*** Begin section ***

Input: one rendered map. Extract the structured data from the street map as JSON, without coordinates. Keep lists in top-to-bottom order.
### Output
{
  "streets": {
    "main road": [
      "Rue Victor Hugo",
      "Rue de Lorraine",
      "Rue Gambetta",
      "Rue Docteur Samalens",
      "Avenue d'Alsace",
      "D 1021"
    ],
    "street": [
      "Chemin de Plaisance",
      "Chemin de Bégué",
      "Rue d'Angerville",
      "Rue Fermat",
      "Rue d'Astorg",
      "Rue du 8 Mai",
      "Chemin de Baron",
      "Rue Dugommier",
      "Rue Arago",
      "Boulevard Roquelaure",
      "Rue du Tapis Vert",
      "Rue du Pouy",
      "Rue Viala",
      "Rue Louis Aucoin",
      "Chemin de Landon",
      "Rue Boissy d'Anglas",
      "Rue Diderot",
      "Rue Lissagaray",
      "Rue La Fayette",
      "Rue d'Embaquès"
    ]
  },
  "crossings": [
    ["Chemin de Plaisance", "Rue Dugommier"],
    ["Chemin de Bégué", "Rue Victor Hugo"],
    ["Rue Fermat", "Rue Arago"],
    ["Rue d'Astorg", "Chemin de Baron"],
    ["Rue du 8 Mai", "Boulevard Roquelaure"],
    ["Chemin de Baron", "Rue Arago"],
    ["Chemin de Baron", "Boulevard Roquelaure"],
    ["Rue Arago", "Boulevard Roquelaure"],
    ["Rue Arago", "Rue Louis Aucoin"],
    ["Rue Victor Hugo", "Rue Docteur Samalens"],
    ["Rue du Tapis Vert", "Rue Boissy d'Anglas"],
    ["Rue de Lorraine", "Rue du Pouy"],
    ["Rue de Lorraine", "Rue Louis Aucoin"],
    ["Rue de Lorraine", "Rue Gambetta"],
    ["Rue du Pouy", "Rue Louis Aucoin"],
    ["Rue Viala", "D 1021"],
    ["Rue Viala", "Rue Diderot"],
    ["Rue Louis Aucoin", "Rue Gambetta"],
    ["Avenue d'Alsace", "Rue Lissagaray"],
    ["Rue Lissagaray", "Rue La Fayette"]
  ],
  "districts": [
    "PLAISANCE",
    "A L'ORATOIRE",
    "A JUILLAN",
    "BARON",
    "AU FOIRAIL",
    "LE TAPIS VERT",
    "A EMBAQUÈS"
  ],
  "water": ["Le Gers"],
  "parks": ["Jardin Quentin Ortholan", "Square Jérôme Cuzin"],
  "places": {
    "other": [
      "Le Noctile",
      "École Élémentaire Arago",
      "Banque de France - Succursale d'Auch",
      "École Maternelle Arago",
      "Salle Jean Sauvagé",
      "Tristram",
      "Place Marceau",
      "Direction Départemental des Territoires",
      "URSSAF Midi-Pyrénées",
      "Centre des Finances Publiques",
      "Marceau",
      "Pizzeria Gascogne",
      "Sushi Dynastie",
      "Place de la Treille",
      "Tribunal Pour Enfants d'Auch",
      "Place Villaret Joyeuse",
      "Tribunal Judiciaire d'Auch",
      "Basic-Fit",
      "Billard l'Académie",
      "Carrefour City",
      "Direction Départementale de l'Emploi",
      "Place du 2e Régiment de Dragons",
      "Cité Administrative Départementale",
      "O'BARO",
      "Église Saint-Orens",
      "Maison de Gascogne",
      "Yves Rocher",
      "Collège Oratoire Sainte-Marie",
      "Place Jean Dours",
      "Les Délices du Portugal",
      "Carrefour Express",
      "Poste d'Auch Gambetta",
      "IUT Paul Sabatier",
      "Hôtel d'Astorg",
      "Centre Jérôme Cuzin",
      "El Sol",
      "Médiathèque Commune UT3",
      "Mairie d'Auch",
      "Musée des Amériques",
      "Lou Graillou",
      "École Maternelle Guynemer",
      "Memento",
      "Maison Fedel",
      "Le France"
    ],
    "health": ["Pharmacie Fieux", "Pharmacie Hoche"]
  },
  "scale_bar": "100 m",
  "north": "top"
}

*** End section ***

• _WHAT TO DO_
Report the number of lines in the entries where the word "Boissy" occurs, and add nothing else.

• _FINISHED EXERCISE_
2